To optimize the space complexity of this approach, we can modify our solution to only create an array for the previous row and the current row. This would improve space complexity to O(2x), or simplified to O(x).
In addition to this optimization, imagine how much easier this would be to whiteboard out in an interview compared to the top-down approach! You can explain every single step of your code to the interviewer in a highly intuitive way before you even write a single line.

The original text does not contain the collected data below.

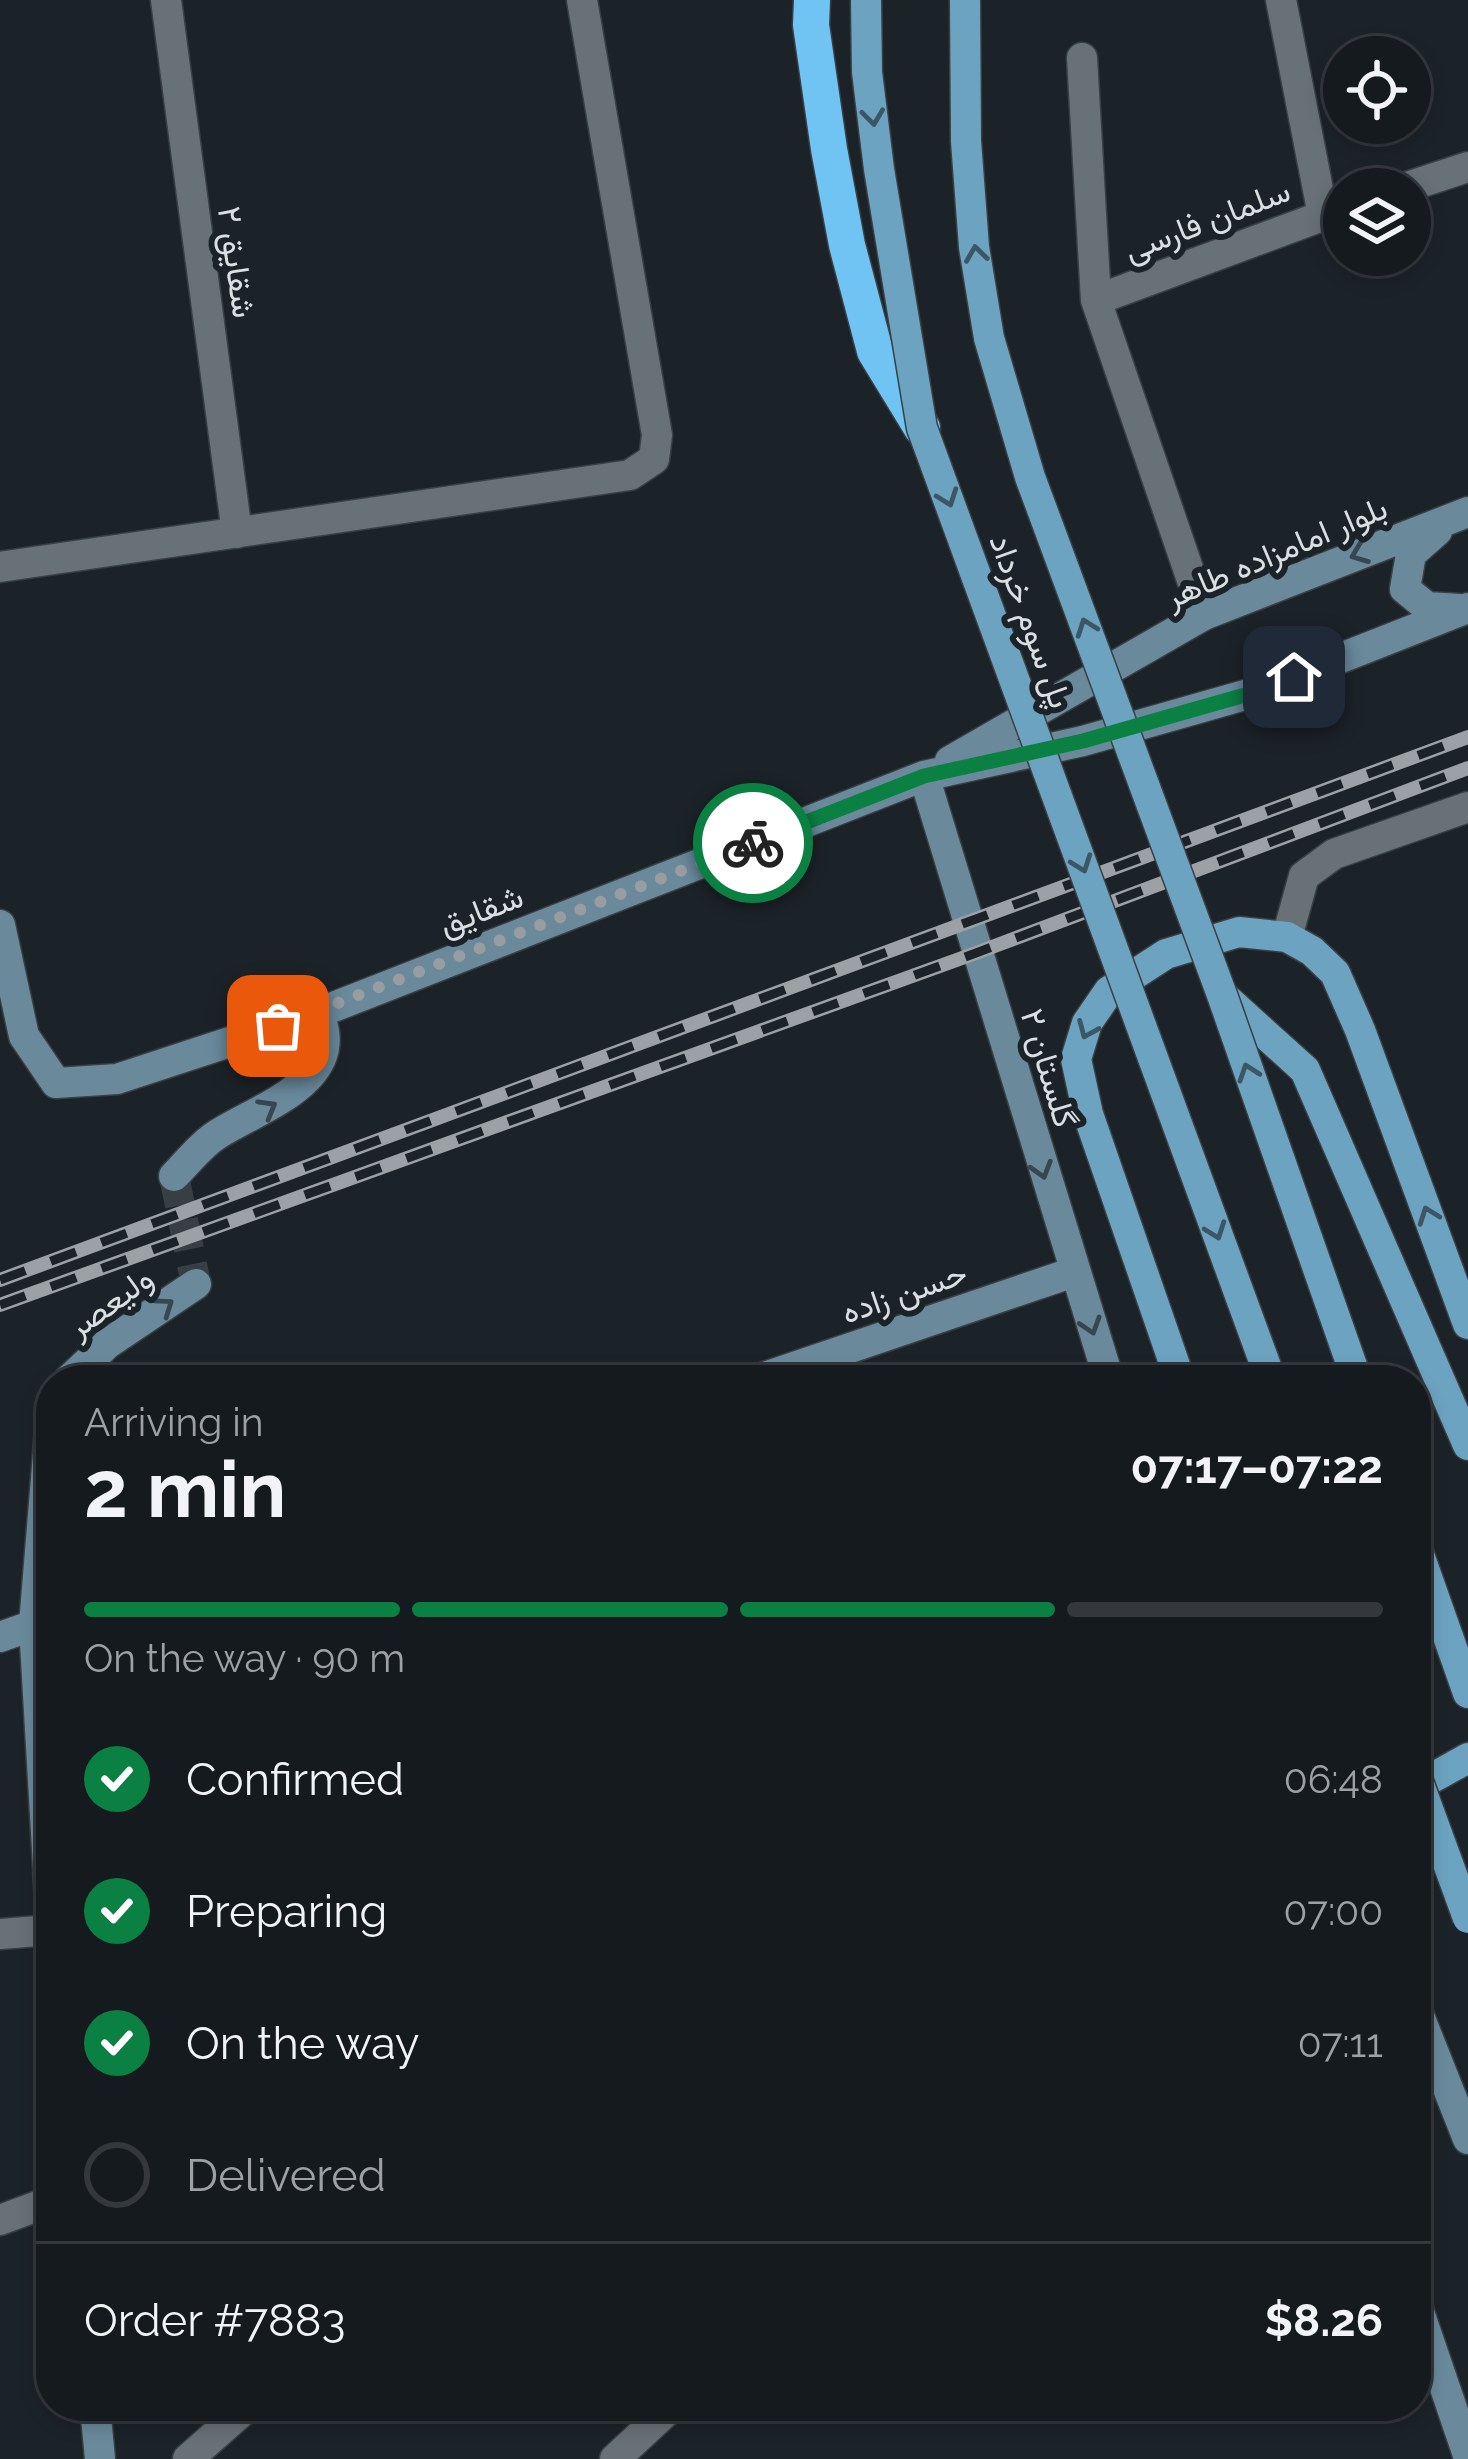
<!DOCTYPE html>
<html lang="en">
<head>
<meta charset="utf-8">
<style>
  :root { --surface:#151a1e; --page:#1e2327; --text:#f1f3f6; --muted:#9da1a4; --line:#34383c; --accent:#0b8043 }
  body { margin:0; font-family:Raleway,Vazirmatn,sans-serif; background:var(--page); color:var(--text); height:100vh; display:flex; flex-direction:column; font-size:45px; white-space:nowrap }
  * { box-sizing:border-box; margin:0 }
  p { font-size:39px; color:var(--muted) }
  .icon { flex:none; width:66px; height:66px; fill:none; stroke:currentColor; stroke-width:2; stroke-linecap:round; stroke-linejoin:round }
  .map { position:relative; flex:1; overflow:hidden }
  .panel { position:absolute; left:36px; top:1365px; width:1395px; height:1056px; display:flex; flex-direction:column; background:var(--surface); border-radius:48px; box-shadow:0 6px 18px #0003,0 0 0 3px var(--line) }
  .panel>* { flex:none }
  .buttons { position:absolute; left:1323px; top:36px; display:grid; gap:24px }
  .buttons a { display:grid; place-items:center; width:108px; height:108px; border-radius:50%; background:var(--surface); box-shadow:0 6px 18px #0003,0 0 0 3px var(--line); font-size:60px }
  .pin { position:absolute; display:grid; place-items:center; width:102px; height:102px; color:#fff; margin:-51px; border-radius:24px; box-shadow:0 6px 18px #0006 }
  .courier { position:absolute; display:grid; place-items:center; width:120px; height:120px; margin:-60px; border:9px solid #0b8043; border-radius:50%; background:#fff; color:#222; box-shadow:0 3px 15px #0007 }
  .overview em { font-style:normal; font-weight:700 }
  .overview div { display:flex; flex-direction:column-reverse }
  .overview { display:flex; align-items:center; justify-content:space-between; height:204px; padding:0 48px }
  h1 { font-size:78px; font-weight:700; line-height:90px }
  .bar { display:grid; grid-template-columns:repeat(4,1fr); gap:18px 12px; align-content:center; height:144px; padding:0 48px }
  .bar i { height:15px; border-radius:9px; background:var(--line) }
  .bar .on { background:var(--accent) }
  .bar p { grid-column:span 4 }
  .line { display:flex; align-items:center; gap:30px; padding:0 48px; border-top:3px solid var(--line) }
  .line div { flex:1 }
  ol { padding:0 48px; list-style:none }
  li { display:flex; align-items:center; gap:36px; height:132px }
  li p { margin-inline-start:auto }
  li .icon { padding:12px; border-radius:50%; background:var(--accent); color:#fff; stroke-width:4 }
  li:last-child { color:var(--muted) }
  li i { width:66px; height:66px; border:6px solid var(--line); border-radius:50% }
  .map>svg:first-child { display:block }
  .lines { fill:none; stroke-linecap:round; stroke-linejoin:round }
  .secondary-tunnel { stroke:#383f44; stroke-width:30; stroke-dasharray:30 15; stroke-linecap:butt }
  .street-casing { stroke:#393f43; stroke-width:33 }
  .secondary-casing { stroke:#393f43; stroke-width:33 }
  .primary-casing { stroke:#393f43; stroke-width:33 }
  .highway-casing { stroke:#393f43; stroke-width:39 }
  .street { stroke:#687176; stroke-width:30 }
  .secondary { stroke:#6a8a9c; stroke-width:30 }
  .primary { stroke:#6ca3c1; stroke-width:30 }
  .highway { stroke:#6fc4f3; stroke-width:36 }
  .rail-casing { stroke:#9ca1a5; stroke-width:14 }
  .rail { stroke:#1c2328; stroke-width:9; stroke-dasharray:27; stroke-linecap:butt }
  .primary-bridge-casing { stroke:#393f43; stroke-width:33; stroke-linecap:butt }
  .primary-bridge { stroke:#6ca3c1; stroke-width:30 }
  .oneway { stroke:#3c5665 }
  .oneway2 { stroke:#374751 }
  .done { stroke:#989da1; stroke-width:12; stroke-dasharray:0 21.6 }
  .route { stroke:#0b8043; stroke-width:15 }
  .labels { text-anchor:middle; dominant-baseline:central; stroke-width:12; stroke-linejoin:round; paint-order:stroke }
  .street-label { font-size:33px; fill:#dadfe2; stroke:#1c2328 }
</style>
</head>
<body>
<div class="map">
<svg width="1468" height="2459" viewBox="0 0 1468 2459">
  <rect width="100%" height="100%" fill="#1c2328"/>
  <g class="lines">
    <path class="secondary-tunnel" d="M174 1176 196 1284"/>
    <g class="street-casing">
      <path id="street" d="M166 0 237 533
        M1281 0 1323 215
        M1082 58 1096 300 1204 615
        M1401 189 1468 167
        M1096 300 1344 208
        M0 567 630 475 654 459 657 435 582 0
        M1287 937 1304 876 1334 854 1468 807
        M0 1934 51 1930
        M0 2220 51 2201
        M188 2459 248 2406
        M615 2459 672 2406"/>
    </g>
    <g class="secondary-casing">
      <path id="secondary" d="M1437 531 1411 554 1405 589 1427 607 1460 609
        M950 761 1204 615 1468 512
        M924 776 1109 1380
        M0 925 24 1036 56 1083 117 1079 318 1013 924 776 1083 741 1252 693 1468 608
        M174 1176C187 1163 200 1146 215 1136 257 1108 350 1081 318 1013
        M69 1380 107 1344 196 1284
        M756 1380 1074 1272
        M51 1417 34 1625 51 1919
        M0 1637 51 1619
        M1416 2008 1468 2139
        M1416 2303 1468 2455
        M95 2406 100 2459"/>
    </g>
    <g class="primary-casing">
      <path id="primary" d="M1222 995 1305 1070 1468 1445
        M1180 1380 1088 1114 1076 1059 1087 1023 1109 991 1166 954 1239 932 1287 937 1312 951 1335 973 1360 1030 1468 1324
        M1416 1546 1468 1693
        M1416 1787 1468 1758"/>
    </g>
    <g class="highway-casing">
      <path id="highway" d="M812 0 811 25 829 149 847 245 875 351 922 428"/>
    </g>
    <use href="#street" class="street"/>
    <use href="#secondary" class="secondary"/>
    <use href="#primary" class="primary"/>
    <use href="#highway" class="highway"/>
    <g class="rail-casing">
      <path id="rail" d="M0 1280 1468 737
        M0 1305 976 953 1468 768"/>
    </g>
    <use href="#rail" class="rail"/>
    <g class="primary-bridge-casing">
      <path id="primary-bridge" d="M866 0 867 72 879 169 922 428 1271 1380
        M965 0 966 141 974 247 989 338 1030 477 1222 995 1357 1380
        M1416 1776 1468 1918"/>
    </g>
    <use href="#primary-bridge" class="primary-bridge"/>
  </g>
  <defs><path id="oneway-chevron" d="M-2-3.5L2.5 0L-2 3.5" fill="none" stroke-width="1.6" stroke-linecap="round" stroke-linejoin="round" transform="scale(3)"/></defs>
  <g class="oneway">
    <use href="#oneway-chevron" transform="translate(873 117) rotate(83)"/>
    <use href="#oneway-chevron" transform="translate(976 254) rotate(-98)"/>
    <use href="#oneway-chevron" transform="translate(948 498) rotate(70)"/>
    <use href="#oneway-chevron" transform="translate(1086 627) rotate(-110)"/>
    <use href="#oneway-chevron" transform="translate(1082 864) rotate(70)"/>
    <use href="#oneway-chevron" transform="translate(1087 1030) rotate(113)"/>
    <use href="#oneway-chevron" transform="translate(1248 1072) rotate(-109)"/>
    <use href="#oneway-chevron" transform="translate(1428 1215) rotate(-110)"/>
    <use href="#oneway-chevron" transform="translate(1216 1231) rotate(70)"/>
  </g>
  <g class="oneway2">
    <use href="#oneway-chevron" transform="translate(1359 554) rotate(159)"/>
    <use href="#oneway-chevron" transform="translate(268 1108) rotate(-30)"/>
    <use href="#oneway-chevron" transform="translate(1042 1170) rotate(73)"/>
    <use href="#oneway-chevron" transform="translate(165 1306) rotate(-35)"/>
    <use href="#oneway-chevron" transform="translate(1091 1326) rotate(72)"/>
  </g>
  <g class="lines">
    <path class="done" d="M278 1026 753 843"/>
    <path class="route" d="M753 843 924 776 1083 741 1252 693 1294 677"/>
  </g>
  <g class="labels">
    <g class="street-label">
      <text transform="translate(1207 220) rotate(-21)">سلمان فارسی</text>
      <text transform="translate(237 262) rotate(82)">شقایق ۲</text>
      <text transform="translate(1276 552) rotate(-23)">بلوار امامزاده طاهر</text>
      <text transform="translate(1031 621) rotate(70)">پل سوم خرداد</text>
      <text transform="translate(481 910) rotate(-21)">شقایق</text>
      <text transform="translate(1049 1068) rotate(73)">گلستان ۲</text>
      <text transform="translate(904 1292) rotate(-19)">حسن زاده</text>
      <text transform="translate(110 1302) rotate(-36)">ولیعصر</text>
    </g>
  </g>
</svg>
<div class="buttons">
<a><svg class="icon" aria-label="locate" viewBox="0 0 24 24"><circle cx="12" cy="12" r="6"/><path d="M12 2v4M12 18v4M2 12h4M18 12h4"/></svg></a>
<a><svg class="icon" aria-label="layers" viewBox="0 0 24 24"><path d="M12 4l9 5-9 5-9-5zM3 14l9 5 9-5"/></svg></a>
</div>
<div class="pin" style="left:278px;top:1026px;background:#ea580c"><svg class="icon" aria-label="bag" viewBox="0 0 24 24"><path d="M5 8h14l-1 12H6zM9 8a3 3 0 0 1 6 0"/></svg></div>
<div class="pin" style="left:1294px;top:677px;background:#1f2937"><svg class="icon" aria-label="home" viewBox="0 0 24 24"><path d="M3 11l9-7 9 7M6 9v11h12V9"/></svg></div>
<div class="courier" style="left:753px;top:843px"><svg class="icon" aria-label="bike" viewBox="0 0 24 24"><circle cx="6" cy="16" r="4"/><circle cx="18" cy="16" r="4"/><path d="M6 16l4-8h5l3 8M10 8l3 8H6M13 5h3"/></svg></div>
<section class="panel">
<div class="overview"><div><h1>2 min</h1><p>Arriving in</p></div><em>07:17–07:22</em></div>
<div class="bar"><i class="on"></i><i class="on"></i><i class="on"></i><i></i><p>On the way · 90 m</p></div>
<ol>
<li><svg class="icon" aria-label="check" viewBox="0 0 24 24"><path d="M5 12l5 5 9-10"/></svg>Confirmed<p>06:48</p></li>
<li><svg class="icon" aria-label="check" viewBox="0 0 24 24"><path d="M5 12l5 5 9-10"/></svg>Preparing<p>07:00</p></li>
<li><svg class="icon" aria-label="check" viewBox="0 0 24 24"><path d="M5 12l5 5 9-10"/></svg>On the way<p>07:11</p></li>
<li><i></i>Delivered</li>
</ol>
<div class="line" style="height:156px"><div>Order #7883</div><b>$8.26</b></div>
</section>
</div>
</body>
</html>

Dynamic programming is not the end-all, be-all of solving algorithms in interviews, but it is an extremely useful problem-solving strategy to be comfortable with. It applies to a specific subset of algorithms that would otherwise be difficult to approach, explain, and execute in such a high-pressure setting as an interview.
By breaking problems down into smaller subproblems with DP, not only will you be able to quickly solve problems that would have otherwise taken much longer to understand, but you’ll also be able to solve them efficiently and explain them in a way that is easy to follow, which demonstrates a strong understanding of core computer science concepts like time and space complexity, memoization, and recursion.